ABOUT THIS TASK
Restate the records in full, so that each line matches the original exactly.

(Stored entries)
# # # # #

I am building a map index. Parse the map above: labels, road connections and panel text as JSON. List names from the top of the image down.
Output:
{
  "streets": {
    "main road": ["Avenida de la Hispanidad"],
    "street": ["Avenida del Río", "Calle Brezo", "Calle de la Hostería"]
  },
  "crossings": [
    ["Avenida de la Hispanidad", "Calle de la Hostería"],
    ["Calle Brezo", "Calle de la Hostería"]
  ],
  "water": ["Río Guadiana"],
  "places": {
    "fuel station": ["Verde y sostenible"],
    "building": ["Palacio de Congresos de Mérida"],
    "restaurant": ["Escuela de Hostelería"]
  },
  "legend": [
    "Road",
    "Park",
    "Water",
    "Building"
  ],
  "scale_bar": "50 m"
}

# # # # #

RESULT OF THE EXERCISE
I am building a map index. Parse the map above: labels, road connections and panel text as JSON. List names from the top of the image down.
Output:
{
  "streets": {
    "main road": ["Avenida de la Hispanidad"],
    "street": ["Avenida del Río", "Calle Brezo", "Calle de la Hostería"]
  },
  "crossings": [
    ["Avenida de la Hispanidad", "Calle de la Hostería"],
    ["Calle Brezo", "Calle de la Hostería"]
  ],
  "water": ["Río Guadiana"],
  "places": {
    "fuel station": ["Verde y sostenible"],
    "building": ["Palacio de Congresos de Mérida"],
    "restaurant": ["Escuela de Hostelería"]
  },
  "legend": [
    "Road",
    "Park",
    "Water",
    "Building"
  ],
  "scale_bar": "50 m"
}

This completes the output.